**What the exercise asks**
Copy nothing but the lines below running from the line containing "width:54px; height:54px; display:grid;" through the line containing "position:absolute; left:18px; bottom:15px;", both end lines included.

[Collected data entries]
:::::

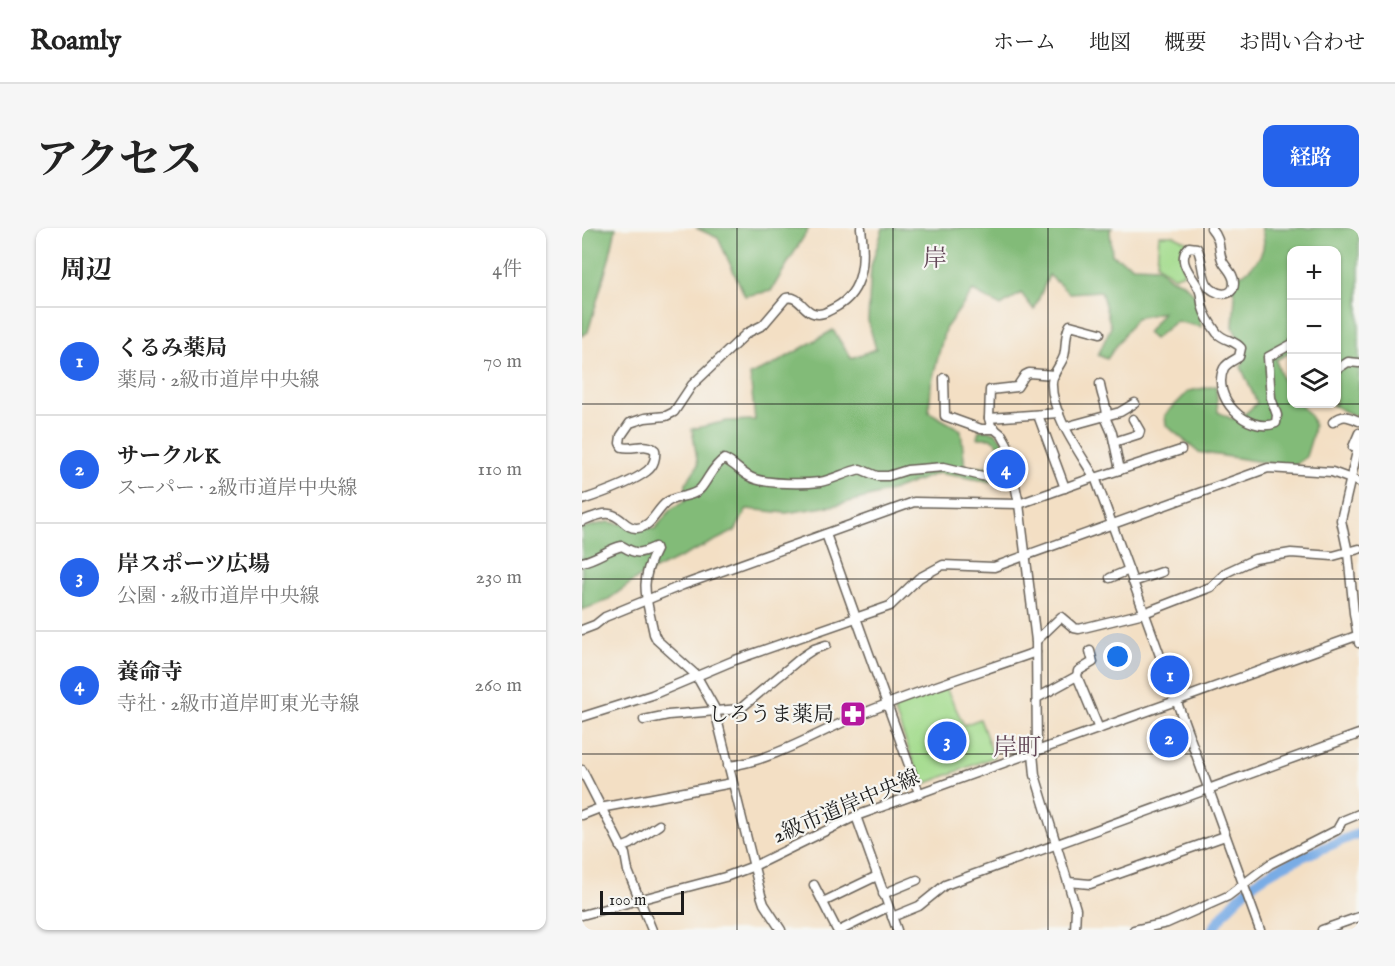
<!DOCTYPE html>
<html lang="ja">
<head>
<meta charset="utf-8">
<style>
  body { margin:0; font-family:"IM FELL English","Noto Serif JP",serif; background:#f6f6f6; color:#222 }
  .controls { position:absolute; right:18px; top:18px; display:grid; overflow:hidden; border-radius:12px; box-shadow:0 2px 4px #0004 }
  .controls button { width:54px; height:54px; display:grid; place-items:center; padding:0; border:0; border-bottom:2px solid #e0e0e0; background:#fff; color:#222; font:30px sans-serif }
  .scale { position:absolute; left:18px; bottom:15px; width:84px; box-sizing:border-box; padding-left:6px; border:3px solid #1c1c1c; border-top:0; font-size:16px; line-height:21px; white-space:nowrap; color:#1c1c1c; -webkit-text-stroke:4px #f6f6f2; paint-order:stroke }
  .you { position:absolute; left:536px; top:429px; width:21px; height:21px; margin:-15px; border:4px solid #fff; border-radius:50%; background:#1a73e8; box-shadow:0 0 0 9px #1a73e833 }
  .badge { display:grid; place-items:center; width:39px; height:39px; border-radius:50%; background:#2563eb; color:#fff; font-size:20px; font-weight:700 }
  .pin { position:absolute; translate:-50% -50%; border:3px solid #fff; box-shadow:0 2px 6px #0006 }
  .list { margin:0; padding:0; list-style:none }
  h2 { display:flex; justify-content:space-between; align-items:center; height:78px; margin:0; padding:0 24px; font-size:26px }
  h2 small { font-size:20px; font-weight:400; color:#767676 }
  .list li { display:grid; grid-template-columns:39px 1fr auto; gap:18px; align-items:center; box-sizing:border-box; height:108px; padding:0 24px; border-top:2px solid #e0e0e0 }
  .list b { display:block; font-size:22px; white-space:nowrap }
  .list p { margin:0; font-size:20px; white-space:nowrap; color:#767676 }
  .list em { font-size:20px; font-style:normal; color:#767676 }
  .icon { flex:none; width:33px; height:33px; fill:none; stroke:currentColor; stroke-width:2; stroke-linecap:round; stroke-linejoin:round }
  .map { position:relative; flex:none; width:777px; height:702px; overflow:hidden; border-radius:12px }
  header { display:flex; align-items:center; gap:36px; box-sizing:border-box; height:84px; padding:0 30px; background:#fff; border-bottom:2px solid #e0e0e0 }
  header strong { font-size:28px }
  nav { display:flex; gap:33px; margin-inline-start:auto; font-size:21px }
  .intro { display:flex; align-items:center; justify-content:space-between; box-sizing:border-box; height:144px; padding:0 36px }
  h1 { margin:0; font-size:42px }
  .button { padding:15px 27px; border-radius:12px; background:#2563eb; color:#fff; font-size:21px; font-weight:700 }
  main { display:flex; gap:36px; padding:0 36px }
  aside { flex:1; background:#fff; border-radius:12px; box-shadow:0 2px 4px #0004 }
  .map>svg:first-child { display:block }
</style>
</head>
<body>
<header>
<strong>Roamly</strong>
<nav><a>ホーム</a><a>地図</a><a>概要</a><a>お問い合わせ</a></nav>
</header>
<div class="intro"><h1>アクセス</h1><a class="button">経路</a></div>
<main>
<aside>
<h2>周辺<small>4件</small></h2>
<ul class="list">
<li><span class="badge">1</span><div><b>くるみ薬局</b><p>薬局 · 2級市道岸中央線</p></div><em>70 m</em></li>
<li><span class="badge">2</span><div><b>サークルK</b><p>スーパー · 2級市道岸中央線</p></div><em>110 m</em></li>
<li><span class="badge">3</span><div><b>岸スポーツ広場</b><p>公園 · 2級市道岸中央線</p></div><em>230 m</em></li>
<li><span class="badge">4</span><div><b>養命寺</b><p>寺社 · 2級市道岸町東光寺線</p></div><em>260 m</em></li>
</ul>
</aside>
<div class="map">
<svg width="777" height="702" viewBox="0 0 777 702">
  <rect width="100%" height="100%" fill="#f6f6f2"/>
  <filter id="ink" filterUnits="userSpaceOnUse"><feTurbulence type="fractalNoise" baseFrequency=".0167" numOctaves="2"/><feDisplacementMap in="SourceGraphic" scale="12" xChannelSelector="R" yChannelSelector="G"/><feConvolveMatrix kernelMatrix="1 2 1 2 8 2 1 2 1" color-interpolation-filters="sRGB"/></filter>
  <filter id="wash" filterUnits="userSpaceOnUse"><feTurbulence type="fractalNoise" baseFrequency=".008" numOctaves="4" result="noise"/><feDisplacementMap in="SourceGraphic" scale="24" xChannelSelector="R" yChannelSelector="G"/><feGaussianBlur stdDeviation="1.35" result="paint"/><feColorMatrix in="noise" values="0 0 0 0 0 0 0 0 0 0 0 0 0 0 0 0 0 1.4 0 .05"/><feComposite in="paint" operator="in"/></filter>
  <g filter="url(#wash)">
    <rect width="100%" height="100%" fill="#f3dfc4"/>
    <g fill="#a3db8c" stroke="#607c54" stroke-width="1.5">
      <path d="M577,7H591L606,14L599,24L602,45L592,49L575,36Z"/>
      <path d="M364,460L382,497L398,491L412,529L340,557L311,479Z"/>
    </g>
    <g fill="#82bb78" stroke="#4f6c4a" stroke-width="1.5">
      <path d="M0,0H34L27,31L6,104L0,108Z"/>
      <path d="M114,0H227L189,63L163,68L136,10Z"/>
      <path d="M301,0H530L528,2L530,27L551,38L576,39L590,51L601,55L612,66L617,81L619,99L594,93L572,111L565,105L581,84L554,90L525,131L516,127L529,99L519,63L487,65L467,47L452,82L439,65L419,78L391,63L363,101L349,157L347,184L379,202L383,240L420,237L417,217L409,210H395L397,202L413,204L422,214L425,235L410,254L356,245L309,263L255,277L204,285L165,281L153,303L56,350L24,373L0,382V300L26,294L73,301L89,281L103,273L104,255L116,237L110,201L145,193L173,192L168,147L189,138L251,102L269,130L294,121L286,93L289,38Z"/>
      <path d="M679,0H777V190L748,176H754V22H710L709,124L694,132L704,163L709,168L710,176H717C740,196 731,202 724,229L713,237L693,236L616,224L584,197L583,187L607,163L634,158L636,184L650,191L664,185L675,175L659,139L664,128L651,99L653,68L646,45L661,46C677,34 687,20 679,0Z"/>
    </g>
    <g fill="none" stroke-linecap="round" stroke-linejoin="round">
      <path stroke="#79ace5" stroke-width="10" d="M630,702C642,685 657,666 674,654C703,633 744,620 777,605"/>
    </g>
  </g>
  <g filter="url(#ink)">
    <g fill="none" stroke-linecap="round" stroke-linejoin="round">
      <g stroke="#676057" stroke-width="11">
        <g id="minor">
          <path d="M629,0C641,14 635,22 641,34C645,41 652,46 652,55C652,71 631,67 625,56C619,45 621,31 615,20L607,19C593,33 611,48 617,61C620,67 619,74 621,80C623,88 630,98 635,105C642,113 653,112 659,120L657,129C652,132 645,135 642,140C628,169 666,207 694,195L695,187L689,170L686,129L710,116"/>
          <path d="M518,105L488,97C482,107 485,118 482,128C479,137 471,144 470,154C468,185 499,226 514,252L678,702"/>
          <path d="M754,142L766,134L777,135"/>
          <path d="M362,150L363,188L399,201H413"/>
          <path d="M518,156C519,168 525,176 525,188"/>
          <path d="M456,187L483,260"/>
          <path d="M523,189L530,205L538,242"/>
          <path d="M407,190L477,185"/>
          <path d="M751,194C761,186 765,188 777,193"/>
          <path d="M483,199L538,184L553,175"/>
          <path d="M532,214L557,206L558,203L551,191"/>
          <path d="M777,215L759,292L766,325L772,385L777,415"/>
          <path d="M771,219L777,205"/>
          <path d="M513,250L599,222"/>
          <path d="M432,252L425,216L420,207L409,198L407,190L408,162L435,159L443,147L447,145L472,147"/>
          <path d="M0,272C18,266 51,254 65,243C72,238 74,229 73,222C64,214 51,222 40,219L38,215L39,208L48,195L63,190L84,188L92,184L110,157L165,105L181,97L204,70C217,67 221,82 231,85C240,88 246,83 254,79C283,63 283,30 279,0"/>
          <path d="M0,293C8,290 23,283 31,287C40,290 45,301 55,300C70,299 74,282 85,274C95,267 111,270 119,260C127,250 131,238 142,231C154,236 160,247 173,251C188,256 222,256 238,254C252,251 265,244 278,241L295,248H306L325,242L362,239L400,248L432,252L437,276L454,413L455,523"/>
          <path d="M244,306L337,565"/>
          <path d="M0,334C15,331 26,321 40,318C55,327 57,326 73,319L74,322C56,356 65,370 72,406L75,412L114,447L132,479L179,667L182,676L199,702"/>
          <path d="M528,350L547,342"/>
          <path d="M551,354L580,344"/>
          <path d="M0,402L13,397L23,389L101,357L332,274L437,276L513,249"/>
          <path d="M454,413L479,389L492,400L497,401L562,385L629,359L645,344L673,331L709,325L751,328L777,321"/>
          <path d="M495,448L496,443L511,434L508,423"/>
          <path d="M455,470L495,448L517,501"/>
          <path d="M0,489L70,467L153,432L308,378L337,350L361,337L412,339L686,240L750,244L777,254"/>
          <path d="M62,492L86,487L158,481L220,429L232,421L244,417"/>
          <path d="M451,525L453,547L494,681L493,702"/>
          <path d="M146,538C191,533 240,502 282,485C338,462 397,444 454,424"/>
          <path d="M0,542L43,626L46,643L70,702"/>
          <path d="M0,587L18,580L150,555"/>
          <path d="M274,588L315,702"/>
          <path d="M39,620L49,616L77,597"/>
          <path d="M486,654L508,656L643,608"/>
          <path d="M232,657L255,702"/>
          <path d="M301,666L335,652"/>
          <path d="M241,674L295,648"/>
          <path d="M0,687L143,649L172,638L274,588L777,407"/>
          <path d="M310,689L337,678L363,657L777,506"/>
          <path d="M259,702L306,679"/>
          <path d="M552,702L585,695L646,668L688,636L755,602L760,593L777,586"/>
          <path d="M740,702L777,689"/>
        </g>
      </g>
      <use href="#minor" stroke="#fff" stroke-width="8"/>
    </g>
  </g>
  <path fill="none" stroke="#1c1c1c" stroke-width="1.5" stroke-opacity="0.55" d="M155,0V702M311,0V702M466,0V702M622,0V702M0,176H710M710,176H754M754,176H777M0,351H777M0,526H777"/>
  <defs>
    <g id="pharmacy-square" transform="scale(1.35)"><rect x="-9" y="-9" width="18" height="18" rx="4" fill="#b5179e" stroke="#f6f6f2"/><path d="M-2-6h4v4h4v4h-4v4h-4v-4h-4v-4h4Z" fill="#fff"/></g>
  </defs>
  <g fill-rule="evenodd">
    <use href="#pharmacy-square" x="271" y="486"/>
  </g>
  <g text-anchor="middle" stroke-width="4.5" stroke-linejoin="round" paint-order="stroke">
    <g font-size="21" fill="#1c1c1c" stroke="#f6f6f2" text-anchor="end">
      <text x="252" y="493">しろうま薬局</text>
    </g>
    <g font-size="21" fill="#1c1c1c" stroke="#f6f6f2">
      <text transform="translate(264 578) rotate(-23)" y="7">2級市道岸中央線</text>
    </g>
    <g font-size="24" fill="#634858" stroke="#f6f6f2">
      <text x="353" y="38">岸</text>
      <text x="435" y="527">岸町</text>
    </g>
  </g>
</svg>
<div class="controls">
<button>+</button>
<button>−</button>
<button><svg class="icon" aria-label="layers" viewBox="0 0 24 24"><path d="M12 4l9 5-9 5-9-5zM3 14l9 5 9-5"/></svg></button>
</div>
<div class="scale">100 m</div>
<div class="you"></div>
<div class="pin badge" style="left:588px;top:447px">1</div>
<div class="pin badge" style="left:587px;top:510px">2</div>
<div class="pin badge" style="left:365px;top:513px">3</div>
<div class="pin badge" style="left:424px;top:241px">4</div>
</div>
</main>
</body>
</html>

:::::

**Answer box**
  .controls button { width:54px; height:54px; display:grid; place-items:center; padding:0; border:0; border-bottom:2px solid #e0e0e0; background:#fff; color:#222; font:30px sans-serif }
  .scale { position:absolute; left:18px; bottom:15px; width:84px; box-sizing:border-box; padding-left:6px; border:3px solid #1c1c1c; border-top:0; font-size:16px; line-height:21px; white-space:nowrap; color:#1c1c1c; -webkit-text-stroke:4px #f6f6f2; paint-order:stroke }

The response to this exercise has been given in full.